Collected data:
====
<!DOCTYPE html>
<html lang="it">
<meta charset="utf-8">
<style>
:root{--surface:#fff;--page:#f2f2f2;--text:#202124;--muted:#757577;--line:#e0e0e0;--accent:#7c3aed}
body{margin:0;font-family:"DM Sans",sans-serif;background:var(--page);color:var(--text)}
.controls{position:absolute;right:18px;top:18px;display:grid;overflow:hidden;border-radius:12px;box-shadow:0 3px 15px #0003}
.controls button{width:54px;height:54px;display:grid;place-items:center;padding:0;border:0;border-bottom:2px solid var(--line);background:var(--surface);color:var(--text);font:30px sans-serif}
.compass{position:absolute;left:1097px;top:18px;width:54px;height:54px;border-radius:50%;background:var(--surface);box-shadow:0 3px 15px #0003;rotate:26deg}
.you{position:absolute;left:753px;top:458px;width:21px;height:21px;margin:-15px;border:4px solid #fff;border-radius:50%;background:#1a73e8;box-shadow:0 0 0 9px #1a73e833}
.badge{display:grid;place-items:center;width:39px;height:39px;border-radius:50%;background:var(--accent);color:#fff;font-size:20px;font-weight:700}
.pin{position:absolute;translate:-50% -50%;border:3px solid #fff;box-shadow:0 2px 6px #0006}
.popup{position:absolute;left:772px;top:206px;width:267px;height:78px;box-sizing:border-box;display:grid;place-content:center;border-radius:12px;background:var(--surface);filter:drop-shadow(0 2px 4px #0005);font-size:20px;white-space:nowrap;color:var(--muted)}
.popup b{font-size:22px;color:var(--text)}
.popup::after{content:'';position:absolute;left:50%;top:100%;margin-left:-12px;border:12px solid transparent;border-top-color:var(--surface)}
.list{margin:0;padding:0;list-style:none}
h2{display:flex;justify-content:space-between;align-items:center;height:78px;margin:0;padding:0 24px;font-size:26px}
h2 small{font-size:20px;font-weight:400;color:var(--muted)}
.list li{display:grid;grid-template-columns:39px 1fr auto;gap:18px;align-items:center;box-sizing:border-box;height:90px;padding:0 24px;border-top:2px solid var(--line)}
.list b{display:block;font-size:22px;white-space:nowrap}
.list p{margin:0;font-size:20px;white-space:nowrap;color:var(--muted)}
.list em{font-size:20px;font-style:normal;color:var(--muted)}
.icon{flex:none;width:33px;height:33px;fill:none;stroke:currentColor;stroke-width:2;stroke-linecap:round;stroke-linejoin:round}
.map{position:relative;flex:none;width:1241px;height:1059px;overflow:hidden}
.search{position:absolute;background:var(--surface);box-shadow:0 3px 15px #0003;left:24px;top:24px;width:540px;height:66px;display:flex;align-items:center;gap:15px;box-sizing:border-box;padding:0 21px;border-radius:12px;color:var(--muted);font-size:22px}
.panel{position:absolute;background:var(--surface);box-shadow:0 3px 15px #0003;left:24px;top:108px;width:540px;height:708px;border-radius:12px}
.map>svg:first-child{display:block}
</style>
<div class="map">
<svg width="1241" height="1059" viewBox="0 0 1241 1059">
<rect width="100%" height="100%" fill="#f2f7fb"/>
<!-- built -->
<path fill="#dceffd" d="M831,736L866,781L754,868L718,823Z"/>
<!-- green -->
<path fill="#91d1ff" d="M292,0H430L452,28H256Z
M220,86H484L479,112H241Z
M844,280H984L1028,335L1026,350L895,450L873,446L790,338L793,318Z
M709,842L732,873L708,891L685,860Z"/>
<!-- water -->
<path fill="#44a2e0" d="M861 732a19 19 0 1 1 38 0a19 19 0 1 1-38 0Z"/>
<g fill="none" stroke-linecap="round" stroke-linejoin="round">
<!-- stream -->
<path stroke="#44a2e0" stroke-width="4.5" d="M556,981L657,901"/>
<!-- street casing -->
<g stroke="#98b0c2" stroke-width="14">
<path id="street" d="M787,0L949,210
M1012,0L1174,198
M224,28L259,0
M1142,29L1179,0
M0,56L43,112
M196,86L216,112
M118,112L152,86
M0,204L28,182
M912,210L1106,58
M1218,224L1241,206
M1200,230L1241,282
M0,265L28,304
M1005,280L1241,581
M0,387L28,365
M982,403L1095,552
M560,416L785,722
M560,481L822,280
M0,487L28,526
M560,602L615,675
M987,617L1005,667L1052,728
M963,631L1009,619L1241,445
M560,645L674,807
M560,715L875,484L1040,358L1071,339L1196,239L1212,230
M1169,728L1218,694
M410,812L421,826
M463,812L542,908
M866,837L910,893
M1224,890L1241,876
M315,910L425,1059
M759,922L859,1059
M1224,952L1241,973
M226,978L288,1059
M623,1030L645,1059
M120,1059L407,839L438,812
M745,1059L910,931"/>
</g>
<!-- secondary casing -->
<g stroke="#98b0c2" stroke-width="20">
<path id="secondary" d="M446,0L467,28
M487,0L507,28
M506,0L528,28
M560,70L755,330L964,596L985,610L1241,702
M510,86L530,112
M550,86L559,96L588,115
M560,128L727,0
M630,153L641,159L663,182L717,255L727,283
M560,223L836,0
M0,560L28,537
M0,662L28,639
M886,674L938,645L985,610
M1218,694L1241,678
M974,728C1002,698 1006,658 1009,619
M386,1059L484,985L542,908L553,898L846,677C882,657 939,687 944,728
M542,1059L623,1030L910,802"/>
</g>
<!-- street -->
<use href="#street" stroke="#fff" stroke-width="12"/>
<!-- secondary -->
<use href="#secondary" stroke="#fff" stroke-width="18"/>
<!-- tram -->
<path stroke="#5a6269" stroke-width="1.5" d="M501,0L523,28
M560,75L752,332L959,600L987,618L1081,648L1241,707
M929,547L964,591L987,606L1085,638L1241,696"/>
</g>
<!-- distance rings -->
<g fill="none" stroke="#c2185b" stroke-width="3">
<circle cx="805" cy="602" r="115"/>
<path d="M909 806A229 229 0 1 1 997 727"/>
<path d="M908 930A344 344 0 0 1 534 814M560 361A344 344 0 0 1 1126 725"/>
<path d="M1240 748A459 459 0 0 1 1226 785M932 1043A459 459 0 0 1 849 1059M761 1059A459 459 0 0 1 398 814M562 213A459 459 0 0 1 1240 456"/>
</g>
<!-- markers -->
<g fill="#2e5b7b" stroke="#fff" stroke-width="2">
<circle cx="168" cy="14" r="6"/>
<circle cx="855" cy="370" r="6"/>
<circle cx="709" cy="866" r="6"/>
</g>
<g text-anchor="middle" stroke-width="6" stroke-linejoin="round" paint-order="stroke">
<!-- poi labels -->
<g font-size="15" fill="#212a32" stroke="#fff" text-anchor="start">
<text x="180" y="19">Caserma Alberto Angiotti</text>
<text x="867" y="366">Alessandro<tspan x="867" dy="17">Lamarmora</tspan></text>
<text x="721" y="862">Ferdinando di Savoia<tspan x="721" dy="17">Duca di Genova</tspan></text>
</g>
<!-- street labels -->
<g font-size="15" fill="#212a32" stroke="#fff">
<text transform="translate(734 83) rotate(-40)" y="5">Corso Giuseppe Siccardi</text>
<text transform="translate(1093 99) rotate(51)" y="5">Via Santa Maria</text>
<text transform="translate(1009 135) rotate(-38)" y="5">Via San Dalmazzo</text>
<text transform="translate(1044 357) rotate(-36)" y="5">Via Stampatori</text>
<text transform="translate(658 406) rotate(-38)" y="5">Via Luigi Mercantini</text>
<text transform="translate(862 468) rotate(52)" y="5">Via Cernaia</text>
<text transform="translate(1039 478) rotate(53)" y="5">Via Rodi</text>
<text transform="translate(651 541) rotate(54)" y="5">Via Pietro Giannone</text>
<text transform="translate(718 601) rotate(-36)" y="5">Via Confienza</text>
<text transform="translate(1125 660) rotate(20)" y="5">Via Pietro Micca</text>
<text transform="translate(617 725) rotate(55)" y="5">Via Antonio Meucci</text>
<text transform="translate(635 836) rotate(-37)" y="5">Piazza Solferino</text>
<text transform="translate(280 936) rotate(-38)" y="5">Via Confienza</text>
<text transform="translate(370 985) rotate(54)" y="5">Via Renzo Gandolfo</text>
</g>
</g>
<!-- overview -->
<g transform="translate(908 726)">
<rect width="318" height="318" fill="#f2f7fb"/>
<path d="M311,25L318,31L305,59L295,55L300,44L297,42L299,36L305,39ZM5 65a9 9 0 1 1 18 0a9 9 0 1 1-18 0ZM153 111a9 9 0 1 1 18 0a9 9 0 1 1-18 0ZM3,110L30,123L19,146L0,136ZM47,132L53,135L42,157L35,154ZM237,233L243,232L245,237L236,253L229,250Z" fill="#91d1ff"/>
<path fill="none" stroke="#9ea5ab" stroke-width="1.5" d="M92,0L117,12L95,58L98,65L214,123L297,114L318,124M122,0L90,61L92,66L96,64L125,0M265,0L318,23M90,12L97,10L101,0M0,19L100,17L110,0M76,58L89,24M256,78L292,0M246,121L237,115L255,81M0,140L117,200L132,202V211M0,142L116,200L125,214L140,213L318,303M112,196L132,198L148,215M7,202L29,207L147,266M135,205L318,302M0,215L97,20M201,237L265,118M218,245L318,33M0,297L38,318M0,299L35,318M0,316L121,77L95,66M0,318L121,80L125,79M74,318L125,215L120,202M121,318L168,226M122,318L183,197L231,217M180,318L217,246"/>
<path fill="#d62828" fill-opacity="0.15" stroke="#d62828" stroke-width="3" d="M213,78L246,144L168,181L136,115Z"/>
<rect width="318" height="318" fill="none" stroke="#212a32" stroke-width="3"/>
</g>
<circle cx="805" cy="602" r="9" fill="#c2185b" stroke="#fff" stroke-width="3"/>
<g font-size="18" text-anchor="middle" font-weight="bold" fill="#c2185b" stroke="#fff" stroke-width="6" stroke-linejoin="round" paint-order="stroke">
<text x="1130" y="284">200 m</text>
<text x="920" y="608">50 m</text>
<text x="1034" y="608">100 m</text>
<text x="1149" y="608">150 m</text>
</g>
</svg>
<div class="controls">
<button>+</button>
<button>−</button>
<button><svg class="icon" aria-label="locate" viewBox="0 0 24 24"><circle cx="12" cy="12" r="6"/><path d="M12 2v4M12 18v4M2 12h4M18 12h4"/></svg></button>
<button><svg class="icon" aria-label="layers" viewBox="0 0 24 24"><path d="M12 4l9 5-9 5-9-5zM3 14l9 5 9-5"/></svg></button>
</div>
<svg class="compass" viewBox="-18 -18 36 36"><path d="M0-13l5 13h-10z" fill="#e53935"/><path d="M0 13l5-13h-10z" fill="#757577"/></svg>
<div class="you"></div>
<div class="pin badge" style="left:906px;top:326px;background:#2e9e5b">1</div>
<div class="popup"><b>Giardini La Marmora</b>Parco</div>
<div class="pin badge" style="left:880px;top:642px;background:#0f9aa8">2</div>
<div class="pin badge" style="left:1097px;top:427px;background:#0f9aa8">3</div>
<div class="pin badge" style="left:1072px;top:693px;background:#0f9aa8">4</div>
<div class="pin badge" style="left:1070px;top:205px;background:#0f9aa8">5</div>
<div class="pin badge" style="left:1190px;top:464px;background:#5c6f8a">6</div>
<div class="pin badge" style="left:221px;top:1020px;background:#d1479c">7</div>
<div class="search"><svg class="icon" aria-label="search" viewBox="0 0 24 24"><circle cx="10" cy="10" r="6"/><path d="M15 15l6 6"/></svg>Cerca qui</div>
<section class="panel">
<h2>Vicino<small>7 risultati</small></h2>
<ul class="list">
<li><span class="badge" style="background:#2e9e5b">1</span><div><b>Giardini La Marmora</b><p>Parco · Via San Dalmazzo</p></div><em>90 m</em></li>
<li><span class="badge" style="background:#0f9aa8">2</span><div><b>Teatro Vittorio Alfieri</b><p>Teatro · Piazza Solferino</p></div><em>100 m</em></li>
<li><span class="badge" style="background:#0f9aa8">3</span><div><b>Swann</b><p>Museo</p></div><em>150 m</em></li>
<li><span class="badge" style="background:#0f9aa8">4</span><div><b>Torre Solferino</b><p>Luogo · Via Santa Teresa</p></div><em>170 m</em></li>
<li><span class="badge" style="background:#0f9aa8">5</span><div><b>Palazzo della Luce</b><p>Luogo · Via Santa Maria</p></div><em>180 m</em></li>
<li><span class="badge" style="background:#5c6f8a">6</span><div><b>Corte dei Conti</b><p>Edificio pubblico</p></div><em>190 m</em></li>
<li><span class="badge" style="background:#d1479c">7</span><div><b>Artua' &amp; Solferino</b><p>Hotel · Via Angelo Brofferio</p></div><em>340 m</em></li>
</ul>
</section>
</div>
====
Going back over the entries above, copy word for word every line from the one that has "M560,223L836,0" on through the one that has "<!-- poi labels -->".

M560,223L836,0
M0,560L28,537
M0,662L28,639
M886,674L938,645L985,610
M1218,694L1241,678
M974,728C1002,698 1006,658 1009,619
M386,1059L484,985L542,908L553,898L846,677C882,657 939,687 944,728
M542,1059L623,1030L910,802"/>
</g>
<!-- street -->
<use href="#street" stroke="#fff" stroke-width="12"/>
<!-- secondary -->
<use href="#secondary" stroke="#fff" stroke-width="18"/>
<!-- tram -->
<path stroke="#5a6269" stroke-width="1.5" d="M501,0L523,28
M560,75L752,332L959,600L987,618L1081,648L1241,707
M929,547L964,591L987,606L1085,638L1241,696"/>
</g>
<!-- distance rings -->
<g fill="none" stroke="#c2185b" stroke-width="3">
<circle cx="805" cy="602" r="115"/>
<path d="M909 806A229 229 0 1 1 997 727"/>
<path d="M908 930A344 344 0 0 1 534 814M560 361A344 344 0 0 1 1126 725"/>
<path d="M1240 748A459 459 0 0 1 1226 785M932 1043A459 459 0 0 1 849 1059M761 1059A459 459 0 0 1 398 814M562 213A459 459 0 0 1 1240 456"/>
</g>
<!-- markers -->
<g fill="#2e5b7b" stroke="#fff" stroke-width="2">
<circle cx="168" cy="14" r="6"/>
<circle cx="855" cy="370" r="6"/>
<circle cx="709" cy="866" r="6"/>
</g>
<g text-anchor="middle" stroke-width="6" stroke-linejoin="round" paint-order="stroke">
<!-- poi labels -->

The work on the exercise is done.